EML was approved for two loans with IDC, totalling R12.5-million, before even securing the SAA tender. The two loans appeared to have been approved on the strength of a recommending submission by senior account manager Billy Cobbinah, who worked in the development funds unit of the state-run funder. An e-mail trail submitted as part of evidence shows that an Edward Komane wrote to Cobbinah, asking for the deal to be “done fast for a potential client” and promising that he is awaiting audited financial statements, presumably of the said client. Komane, said Mainganya, is not an IDC employee.

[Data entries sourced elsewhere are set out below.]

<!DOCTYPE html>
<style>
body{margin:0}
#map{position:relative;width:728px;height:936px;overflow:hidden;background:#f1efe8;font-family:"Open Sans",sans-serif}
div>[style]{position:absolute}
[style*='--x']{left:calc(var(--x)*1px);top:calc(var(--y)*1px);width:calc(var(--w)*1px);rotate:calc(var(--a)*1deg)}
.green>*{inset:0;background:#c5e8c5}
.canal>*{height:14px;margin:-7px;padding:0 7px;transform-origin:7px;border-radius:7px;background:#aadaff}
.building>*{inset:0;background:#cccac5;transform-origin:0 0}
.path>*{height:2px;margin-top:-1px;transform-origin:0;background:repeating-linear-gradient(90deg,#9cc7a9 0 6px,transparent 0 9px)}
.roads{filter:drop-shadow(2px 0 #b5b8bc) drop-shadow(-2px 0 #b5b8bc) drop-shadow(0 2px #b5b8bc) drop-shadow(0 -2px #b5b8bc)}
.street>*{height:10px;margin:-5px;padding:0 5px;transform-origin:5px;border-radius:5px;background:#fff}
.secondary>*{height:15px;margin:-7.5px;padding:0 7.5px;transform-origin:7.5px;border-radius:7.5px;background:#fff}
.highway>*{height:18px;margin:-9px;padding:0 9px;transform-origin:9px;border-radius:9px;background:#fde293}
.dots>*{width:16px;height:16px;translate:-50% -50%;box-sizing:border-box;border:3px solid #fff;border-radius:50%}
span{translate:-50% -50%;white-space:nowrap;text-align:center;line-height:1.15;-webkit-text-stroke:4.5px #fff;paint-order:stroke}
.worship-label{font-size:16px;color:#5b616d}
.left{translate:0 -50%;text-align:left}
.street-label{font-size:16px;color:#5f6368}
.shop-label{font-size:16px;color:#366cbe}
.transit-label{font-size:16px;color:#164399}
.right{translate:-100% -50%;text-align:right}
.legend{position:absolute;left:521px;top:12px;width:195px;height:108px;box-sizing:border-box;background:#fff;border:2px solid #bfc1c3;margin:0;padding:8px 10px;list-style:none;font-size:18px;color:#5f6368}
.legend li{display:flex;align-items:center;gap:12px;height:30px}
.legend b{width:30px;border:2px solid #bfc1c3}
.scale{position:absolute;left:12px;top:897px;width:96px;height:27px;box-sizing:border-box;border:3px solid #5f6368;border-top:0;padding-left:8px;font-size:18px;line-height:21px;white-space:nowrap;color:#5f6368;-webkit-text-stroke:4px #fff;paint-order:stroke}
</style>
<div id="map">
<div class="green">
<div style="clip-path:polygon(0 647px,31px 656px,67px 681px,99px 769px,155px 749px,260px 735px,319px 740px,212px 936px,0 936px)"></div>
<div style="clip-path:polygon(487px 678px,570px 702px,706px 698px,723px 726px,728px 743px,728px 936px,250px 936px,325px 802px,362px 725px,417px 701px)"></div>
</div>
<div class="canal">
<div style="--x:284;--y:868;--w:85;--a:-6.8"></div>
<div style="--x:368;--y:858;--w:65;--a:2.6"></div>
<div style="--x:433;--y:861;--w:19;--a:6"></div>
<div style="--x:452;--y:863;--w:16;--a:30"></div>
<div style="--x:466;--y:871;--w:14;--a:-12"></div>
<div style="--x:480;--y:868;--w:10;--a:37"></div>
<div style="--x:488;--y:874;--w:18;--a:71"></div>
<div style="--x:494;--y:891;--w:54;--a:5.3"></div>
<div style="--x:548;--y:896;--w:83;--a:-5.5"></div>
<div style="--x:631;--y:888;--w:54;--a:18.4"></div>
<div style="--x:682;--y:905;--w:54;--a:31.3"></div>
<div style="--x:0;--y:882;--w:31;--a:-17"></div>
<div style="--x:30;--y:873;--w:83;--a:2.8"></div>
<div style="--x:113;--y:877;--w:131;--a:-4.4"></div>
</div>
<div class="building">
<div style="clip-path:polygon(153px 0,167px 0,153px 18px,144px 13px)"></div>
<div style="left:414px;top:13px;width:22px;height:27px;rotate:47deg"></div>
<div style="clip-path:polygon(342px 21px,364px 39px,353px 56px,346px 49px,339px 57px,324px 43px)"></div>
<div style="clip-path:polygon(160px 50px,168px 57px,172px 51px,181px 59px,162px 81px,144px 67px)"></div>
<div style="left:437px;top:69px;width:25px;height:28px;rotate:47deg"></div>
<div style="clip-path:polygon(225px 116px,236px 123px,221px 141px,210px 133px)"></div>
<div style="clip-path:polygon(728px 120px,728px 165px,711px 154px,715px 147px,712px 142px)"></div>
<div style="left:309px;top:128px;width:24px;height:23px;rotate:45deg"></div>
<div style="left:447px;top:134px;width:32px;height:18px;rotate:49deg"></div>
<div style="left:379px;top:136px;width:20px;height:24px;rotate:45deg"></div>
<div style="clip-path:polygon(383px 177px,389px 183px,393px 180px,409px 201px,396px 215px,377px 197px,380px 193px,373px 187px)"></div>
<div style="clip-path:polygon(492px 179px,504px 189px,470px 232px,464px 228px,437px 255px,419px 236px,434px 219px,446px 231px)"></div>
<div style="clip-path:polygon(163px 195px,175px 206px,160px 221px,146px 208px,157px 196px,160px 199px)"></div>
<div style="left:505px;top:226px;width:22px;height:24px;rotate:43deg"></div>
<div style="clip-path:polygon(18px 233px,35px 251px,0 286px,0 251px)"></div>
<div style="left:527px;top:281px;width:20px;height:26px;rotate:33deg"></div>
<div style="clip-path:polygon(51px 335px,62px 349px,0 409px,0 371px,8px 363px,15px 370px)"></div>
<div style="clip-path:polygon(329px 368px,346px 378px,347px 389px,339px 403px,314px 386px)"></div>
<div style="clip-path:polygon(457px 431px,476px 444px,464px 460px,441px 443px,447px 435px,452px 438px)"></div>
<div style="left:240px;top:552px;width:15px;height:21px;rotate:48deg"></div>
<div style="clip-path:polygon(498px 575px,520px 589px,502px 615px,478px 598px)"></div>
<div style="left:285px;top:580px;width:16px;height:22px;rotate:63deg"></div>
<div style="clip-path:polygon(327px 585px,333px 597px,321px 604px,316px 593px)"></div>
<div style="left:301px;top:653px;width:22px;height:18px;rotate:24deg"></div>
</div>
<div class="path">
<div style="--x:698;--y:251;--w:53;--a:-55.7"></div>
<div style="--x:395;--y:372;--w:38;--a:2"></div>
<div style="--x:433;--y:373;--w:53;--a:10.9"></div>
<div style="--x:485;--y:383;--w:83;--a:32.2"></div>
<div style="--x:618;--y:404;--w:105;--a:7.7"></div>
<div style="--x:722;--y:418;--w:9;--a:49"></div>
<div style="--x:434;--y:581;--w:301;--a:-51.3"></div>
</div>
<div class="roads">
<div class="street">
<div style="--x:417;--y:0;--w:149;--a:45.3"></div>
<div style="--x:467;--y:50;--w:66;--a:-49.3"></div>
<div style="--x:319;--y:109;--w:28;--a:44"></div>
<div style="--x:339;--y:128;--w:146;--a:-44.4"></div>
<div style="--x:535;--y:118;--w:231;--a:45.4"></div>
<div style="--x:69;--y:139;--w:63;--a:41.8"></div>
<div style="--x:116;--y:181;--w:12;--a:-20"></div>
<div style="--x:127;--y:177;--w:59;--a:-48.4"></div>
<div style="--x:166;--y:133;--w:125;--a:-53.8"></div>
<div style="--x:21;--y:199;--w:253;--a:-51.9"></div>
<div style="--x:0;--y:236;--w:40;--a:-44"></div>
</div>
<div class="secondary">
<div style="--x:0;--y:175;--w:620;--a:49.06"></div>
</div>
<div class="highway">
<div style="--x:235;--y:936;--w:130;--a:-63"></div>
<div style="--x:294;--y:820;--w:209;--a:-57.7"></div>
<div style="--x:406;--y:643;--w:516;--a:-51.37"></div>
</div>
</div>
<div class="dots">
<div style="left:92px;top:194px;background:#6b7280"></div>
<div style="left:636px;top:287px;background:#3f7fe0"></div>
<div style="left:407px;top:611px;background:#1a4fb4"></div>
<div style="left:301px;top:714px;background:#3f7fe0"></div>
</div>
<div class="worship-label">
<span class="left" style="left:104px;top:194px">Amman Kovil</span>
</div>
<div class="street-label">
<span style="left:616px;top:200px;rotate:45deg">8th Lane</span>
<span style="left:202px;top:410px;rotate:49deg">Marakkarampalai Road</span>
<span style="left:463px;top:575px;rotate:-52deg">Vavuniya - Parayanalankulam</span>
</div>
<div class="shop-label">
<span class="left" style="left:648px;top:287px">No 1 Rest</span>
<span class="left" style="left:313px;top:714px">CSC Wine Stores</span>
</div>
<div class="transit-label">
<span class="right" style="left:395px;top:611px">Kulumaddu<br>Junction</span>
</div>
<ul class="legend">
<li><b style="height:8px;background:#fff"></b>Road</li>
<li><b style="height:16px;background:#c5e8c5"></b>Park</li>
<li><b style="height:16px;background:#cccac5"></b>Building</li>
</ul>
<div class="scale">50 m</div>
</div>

EML’s budget projections presented in its application show that it represented one third of SAA’s tender, but that should not have been the basis on which loans to it were approved, said Mainganya. The company’s share of responsibility was to provide 40-million litres of jet fuel per month, which it failed to do, according to SAA’s fuel manager Mark Vaughn in his testimony in June.
The first loan was to be paid over a period of three years, while the larger one is scheduled over a five-year period, starting in 2021.
At the time of the tender, SAA was under the chairmanship of Dudu Myeni, whose board took a strategic decision in early 2016 to procure 15% of all fuel for the national carrier from a black-owned entity. EML, owned by Pretoria music promoter Eldridge Motlhake, was granted a contract to supply about 2-million litres of Jet-A1 fuel to SAA last year, according to Vaughn. It was part of a tripartite arrangement which also included large oil companies Total and Shell, which were to provide a bulk of the fuel need.
Mainganya told the commission that the IDC approved the two loan facilities to EML in February 2016, for R6-million and R6.5-million. The first was for working capital, while the second was for the purchase of equipment the company would need to carry out its SAA obligations, including fuel bowsers. By Mainganya’s explanation, the IDC’s process for funding businesses is a rigorous one that requires a number of steps where the compliance of the applicant is tested.
Normally, an applicant’s business plan would go through the IDC’s pre-investment business centre, but that was not the case with EML. Also, there was a condition in the approval that EML would have to prove that it could indeed secure the fuel, but this too was overlooked.